Most of the problem here is that the algorithm is too accurate, as @PaulR pointed out. Itβs usually best to keep the odds table no more accurate than your data. In this case, since you seem to be processing uchar data, you should use an approximately 8-bit coefficient table.
Keeping these weights will be of particular importance in your NEON implementation, because the less arithmetic you have, the more lanes you can process right away.
In addition, the first significant slowdown that stands out is that it has a reflection code for the edges of the image in the main loop. This will make most of the work less efficient, because in this case you donβt need to do anything special at all.
This might work better if you use a special version of the loop near the edges, and then when you are safe from this, you use a simplified inner loop that does not call this function reflect101() .
The second (more relevant for the prototype code) is that you can add the wings of the window together before applying the weighting function, since the table contains the same coefficients on both sides.
sum = src.at<uchar>(y1, x) * coeffs[3]; for(int i = -3; i < 0; i++) { int tmp = src.at<uchar>(y + i, x) + src.at<uchar>(y - i, x); sum += coeffs[i + 3] * tmp; }
This saves you six multiplications per pixel, and this is a step towards some other optimizations around overflow control.
Then there are a few more problems associated with the memory system.
The two-pass approach is good in principle because it saves you from doing a lot of recalculation. Unfortunately, it can pull useful data from the L1 cache, which can make everything a lot slower. It also means that when you write the result into memory, you quantize the subtotal, which can reduce accuracy.

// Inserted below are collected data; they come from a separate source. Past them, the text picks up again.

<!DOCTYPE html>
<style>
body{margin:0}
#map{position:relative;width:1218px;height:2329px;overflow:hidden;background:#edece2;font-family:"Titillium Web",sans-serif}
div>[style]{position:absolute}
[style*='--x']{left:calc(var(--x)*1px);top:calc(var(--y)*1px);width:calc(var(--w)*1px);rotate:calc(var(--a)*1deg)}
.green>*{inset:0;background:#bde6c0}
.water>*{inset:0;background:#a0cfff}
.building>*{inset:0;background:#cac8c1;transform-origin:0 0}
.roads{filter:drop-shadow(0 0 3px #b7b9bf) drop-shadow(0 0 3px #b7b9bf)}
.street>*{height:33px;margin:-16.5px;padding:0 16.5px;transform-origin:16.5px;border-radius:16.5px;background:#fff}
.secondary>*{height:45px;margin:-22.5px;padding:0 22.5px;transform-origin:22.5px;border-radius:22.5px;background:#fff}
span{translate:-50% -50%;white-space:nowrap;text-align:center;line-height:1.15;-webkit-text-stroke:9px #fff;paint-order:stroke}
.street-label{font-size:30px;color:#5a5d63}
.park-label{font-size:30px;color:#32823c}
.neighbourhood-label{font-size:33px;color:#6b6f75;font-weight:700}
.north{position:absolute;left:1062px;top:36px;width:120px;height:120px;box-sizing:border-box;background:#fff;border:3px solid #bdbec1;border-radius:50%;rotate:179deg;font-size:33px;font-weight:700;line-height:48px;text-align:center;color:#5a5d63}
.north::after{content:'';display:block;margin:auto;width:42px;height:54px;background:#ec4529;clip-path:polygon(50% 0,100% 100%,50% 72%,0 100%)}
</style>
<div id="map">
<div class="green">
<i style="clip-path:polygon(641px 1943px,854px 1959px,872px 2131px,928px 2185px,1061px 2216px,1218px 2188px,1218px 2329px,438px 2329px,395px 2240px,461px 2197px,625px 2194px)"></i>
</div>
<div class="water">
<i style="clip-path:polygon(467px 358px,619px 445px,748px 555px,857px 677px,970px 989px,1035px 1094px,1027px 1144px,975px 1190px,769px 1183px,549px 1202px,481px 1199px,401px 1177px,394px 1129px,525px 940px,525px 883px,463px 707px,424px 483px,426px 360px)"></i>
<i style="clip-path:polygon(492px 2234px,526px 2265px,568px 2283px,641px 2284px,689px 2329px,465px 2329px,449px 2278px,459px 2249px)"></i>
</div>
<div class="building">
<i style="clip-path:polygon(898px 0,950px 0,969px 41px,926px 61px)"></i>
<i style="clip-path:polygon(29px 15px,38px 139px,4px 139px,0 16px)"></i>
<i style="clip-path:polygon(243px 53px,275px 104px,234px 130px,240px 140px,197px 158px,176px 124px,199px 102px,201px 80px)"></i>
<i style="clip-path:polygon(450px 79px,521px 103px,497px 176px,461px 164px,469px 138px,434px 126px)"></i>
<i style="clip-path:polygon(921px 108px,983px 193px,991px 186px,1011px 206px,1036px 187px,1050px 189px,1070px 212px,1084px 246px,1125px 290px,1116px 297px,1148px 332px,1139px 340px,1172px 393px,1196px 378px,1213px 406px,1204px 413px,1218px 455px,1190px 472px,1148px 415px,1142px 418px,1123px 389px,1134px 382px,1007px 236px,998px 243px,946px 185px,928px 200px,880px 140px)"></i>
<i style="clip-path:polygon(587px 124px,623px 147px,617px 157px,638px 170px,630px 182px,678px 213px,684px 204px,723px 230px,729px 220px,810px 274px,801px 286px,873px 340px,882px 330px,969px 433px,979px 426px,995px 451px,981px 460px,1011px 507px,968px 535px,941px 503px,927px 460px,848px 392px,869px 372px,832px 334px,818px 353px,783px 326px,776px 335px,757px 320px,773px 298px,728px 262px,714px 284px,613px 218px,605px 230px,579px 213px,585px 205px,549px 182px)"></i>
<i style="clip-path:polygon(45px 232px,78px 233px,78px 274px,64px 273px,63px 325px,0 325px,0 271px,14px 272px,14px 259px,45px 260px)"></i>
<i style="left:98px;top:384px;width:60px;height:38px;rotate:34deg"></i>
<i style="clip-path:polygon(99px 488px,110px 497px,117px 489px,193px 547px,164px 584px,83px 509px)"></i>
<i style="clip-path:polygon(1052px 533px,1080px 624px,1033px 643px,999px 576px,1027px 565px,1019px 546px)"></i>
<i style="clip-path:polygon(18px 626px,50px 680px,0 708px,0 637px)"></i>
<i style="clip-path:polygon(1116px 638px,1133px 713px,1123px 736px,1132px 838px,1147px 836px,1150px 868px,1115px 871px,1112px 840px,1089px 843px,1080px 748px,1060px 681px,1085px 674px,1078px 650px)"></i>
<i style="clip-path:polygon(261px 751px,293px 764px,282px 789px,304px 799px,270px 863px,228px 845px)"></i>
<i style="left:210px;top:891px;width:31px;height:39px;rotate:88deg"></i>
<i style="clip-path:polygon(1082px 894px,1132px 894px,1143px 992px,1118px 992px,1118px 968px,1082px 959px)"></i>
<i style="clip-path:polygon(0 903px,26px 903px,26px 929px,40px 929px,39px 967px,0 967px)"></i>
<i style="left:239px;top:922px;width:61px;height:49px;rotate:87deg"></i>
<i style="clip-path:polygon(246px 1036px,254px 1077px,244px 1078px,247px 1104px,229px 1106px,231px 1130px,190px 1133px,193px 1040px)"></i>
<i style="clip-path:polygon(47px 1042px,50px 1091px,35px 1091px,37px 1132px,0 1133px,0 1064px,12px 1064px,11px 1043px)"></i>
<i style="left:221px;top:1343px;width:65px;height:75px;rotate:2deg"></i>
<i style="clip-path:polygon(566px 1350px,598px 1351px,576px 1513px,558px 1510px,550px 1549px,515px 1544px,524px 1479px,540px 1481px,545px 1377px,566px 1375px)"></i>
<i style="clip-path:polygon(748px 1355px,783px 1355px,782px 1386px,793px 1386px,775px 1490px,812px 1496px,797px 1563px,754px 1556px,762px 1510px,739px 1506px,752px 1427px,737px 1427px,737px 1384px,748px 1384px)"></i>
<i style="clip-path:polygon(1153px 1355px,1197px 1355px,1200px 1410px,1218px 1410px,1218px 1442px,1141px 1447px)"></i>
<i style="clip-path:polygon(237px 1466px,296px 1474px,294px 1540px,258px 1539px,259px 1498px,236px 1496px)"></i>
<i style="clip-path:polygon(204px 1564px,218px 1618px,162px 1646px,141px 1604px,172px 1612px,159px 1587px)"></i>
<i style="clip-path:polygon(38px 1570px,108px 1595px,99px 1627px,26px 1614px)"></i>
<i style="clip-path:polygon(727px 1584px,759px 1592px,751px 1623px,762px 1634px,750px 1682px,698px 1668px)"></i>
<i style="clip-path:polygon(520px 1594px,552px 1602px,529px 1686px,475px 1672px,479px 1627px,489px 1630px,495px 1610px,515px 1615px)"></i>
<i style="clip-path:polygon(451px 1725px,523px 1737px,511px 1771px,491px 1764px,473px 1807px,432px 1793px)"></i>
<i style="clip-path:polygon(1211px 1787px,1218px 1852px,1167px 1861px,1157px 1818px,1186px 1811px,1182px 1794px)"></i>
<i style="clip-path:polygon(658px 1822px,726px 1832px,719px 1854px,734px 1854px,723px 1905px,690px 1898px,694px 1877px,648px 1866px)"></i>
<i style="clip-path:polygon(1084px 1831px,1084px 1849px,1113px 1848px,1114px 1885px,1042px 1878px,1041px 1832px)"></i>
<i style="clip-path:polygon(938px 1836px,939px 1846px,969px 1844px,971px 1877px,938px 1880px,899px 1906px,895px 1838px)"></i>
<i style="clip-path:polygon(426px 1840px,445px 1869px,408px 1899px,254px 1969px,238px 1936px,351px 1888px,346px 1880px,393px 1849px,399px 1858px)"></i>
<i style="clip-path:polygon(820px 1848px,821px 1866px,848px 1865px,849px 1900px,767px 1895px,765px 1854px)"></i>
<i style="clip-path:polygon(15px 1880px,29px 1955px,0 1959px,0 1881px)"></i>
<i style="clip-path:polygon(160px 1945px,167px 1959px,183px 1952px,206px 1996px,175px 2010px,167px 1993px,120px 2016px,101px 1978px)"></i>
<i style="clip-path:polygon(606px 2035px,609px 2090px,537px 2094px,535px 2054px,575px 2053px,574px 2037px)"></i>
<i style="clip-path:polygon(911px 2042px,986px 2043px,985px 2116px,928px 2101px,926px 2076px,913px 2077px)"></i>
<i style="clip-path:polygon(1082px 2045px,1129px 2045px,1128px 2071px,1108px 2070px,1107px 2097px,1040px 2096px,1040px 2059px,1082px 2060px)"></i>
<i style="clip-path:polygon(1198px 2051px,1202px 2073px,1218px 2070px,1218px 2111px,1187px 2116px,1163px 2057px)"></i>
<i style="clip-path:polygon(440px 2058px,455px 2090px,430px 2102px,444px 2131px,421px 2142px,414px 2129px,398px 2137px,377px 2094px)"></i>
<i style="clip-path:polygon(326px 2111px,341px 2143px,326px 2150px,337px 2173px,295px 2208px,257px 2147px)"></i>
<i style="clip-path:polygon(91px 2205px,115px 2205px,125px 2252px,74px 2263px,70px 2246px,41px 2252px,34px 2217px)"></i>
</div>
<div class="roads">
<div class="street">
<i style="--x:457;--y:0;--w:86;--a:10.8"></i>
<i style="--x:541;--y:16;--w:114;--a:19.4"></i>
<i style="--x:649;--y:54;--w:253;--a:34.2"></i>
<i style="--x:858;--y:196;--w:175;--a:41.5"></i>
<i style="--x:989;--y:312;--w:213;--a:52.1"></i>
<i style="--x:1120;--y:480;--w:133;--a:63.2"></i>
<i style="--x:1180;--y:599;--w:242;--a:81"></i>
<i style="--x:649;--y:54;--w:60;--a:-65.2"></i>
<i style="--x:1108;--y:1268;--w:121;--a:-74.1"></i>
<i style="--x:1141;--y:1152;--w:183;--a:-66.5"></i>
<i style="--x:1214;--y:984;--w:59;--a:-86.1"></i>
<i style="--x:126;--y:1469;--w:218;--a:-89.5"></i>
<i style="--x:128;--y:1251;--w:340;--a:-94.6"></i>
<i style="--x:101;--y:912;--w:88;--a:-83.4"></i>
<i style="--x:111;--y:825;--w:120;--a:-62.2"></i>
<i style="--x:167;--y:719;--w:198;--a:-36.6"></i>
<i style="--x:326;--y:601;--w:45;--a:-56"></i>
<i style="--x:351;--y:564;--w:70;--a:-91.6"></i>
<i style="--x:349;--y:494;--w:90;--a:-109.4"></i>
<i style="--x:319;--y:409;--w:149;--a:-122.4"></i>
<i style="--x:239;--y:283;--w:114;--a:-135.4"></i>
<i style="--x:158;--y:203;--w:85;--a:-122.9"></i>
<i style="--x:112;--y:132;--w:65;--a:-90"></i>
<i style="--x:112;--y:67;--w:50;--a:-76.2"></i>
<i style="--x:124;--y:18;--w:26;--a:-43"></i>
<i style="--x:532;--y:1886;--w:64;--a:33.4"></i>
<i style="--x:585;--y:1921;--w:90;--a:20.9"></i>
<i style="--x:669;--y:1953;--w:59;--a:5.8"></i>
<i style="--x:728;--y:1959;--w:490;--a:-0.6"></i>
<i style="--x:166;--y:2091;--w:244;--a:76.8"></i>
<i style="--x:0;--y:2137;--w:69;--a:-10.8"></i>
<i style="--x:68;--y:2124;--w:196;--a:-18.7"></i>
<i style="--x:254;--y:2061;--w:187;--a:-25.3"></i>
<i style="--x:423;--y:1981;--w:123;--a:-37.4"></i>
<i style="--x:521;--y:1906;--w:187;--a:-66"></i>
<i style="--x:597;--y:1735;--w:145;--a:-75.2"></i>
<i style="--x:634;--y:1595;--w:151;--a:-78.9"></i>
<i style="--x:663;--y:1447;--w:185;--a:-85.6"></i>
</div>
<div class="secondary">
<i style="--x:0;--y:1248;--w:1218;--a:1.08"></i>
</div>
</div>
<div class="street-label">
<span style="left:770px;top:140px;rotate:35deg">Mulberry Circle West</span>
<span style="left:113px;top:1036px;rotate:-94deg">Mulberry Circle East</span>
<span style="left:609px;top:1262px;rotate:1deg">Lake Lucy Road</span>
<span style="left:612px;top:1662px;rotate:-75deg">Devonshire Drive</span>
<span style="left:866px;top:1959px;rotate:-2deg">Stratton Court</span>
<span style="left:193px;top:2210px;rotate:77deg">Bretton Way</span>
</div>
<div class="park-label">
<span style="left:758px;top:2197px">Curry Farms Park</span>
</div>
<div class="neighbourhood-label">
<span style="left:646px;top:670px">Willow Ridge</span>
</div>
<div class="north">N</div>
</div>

When you convert this code to NEON, one of the things you want to focus on is trying to keep your working set inside the registration file, but without dropping the calculations before they are fully used.
When people use two passes, it is usually necessary to transpose for intermediate data, i.e. the input column becomes the output line.
This is because the CPU really does not want to receive small amounts of data over several lines of the input image. It works much more efficiently (due to how the cache works) if you put together a bunch of horizontal pixels and filter them. If the temporary buffer is transposed, then the second pass also collects a bunch of horizontal points together (which will be vertical in the original orientation), and it again transfers its output so that it leaves the correct path.
If you optimize the localization of your working set, you may not need this transposition trick, but it is worth knowing that you can set yourself a good basic performance. Unfortunately, localization like this forces you to return to suboptimal memory samples, but with wider data types this limitation can be mitigated.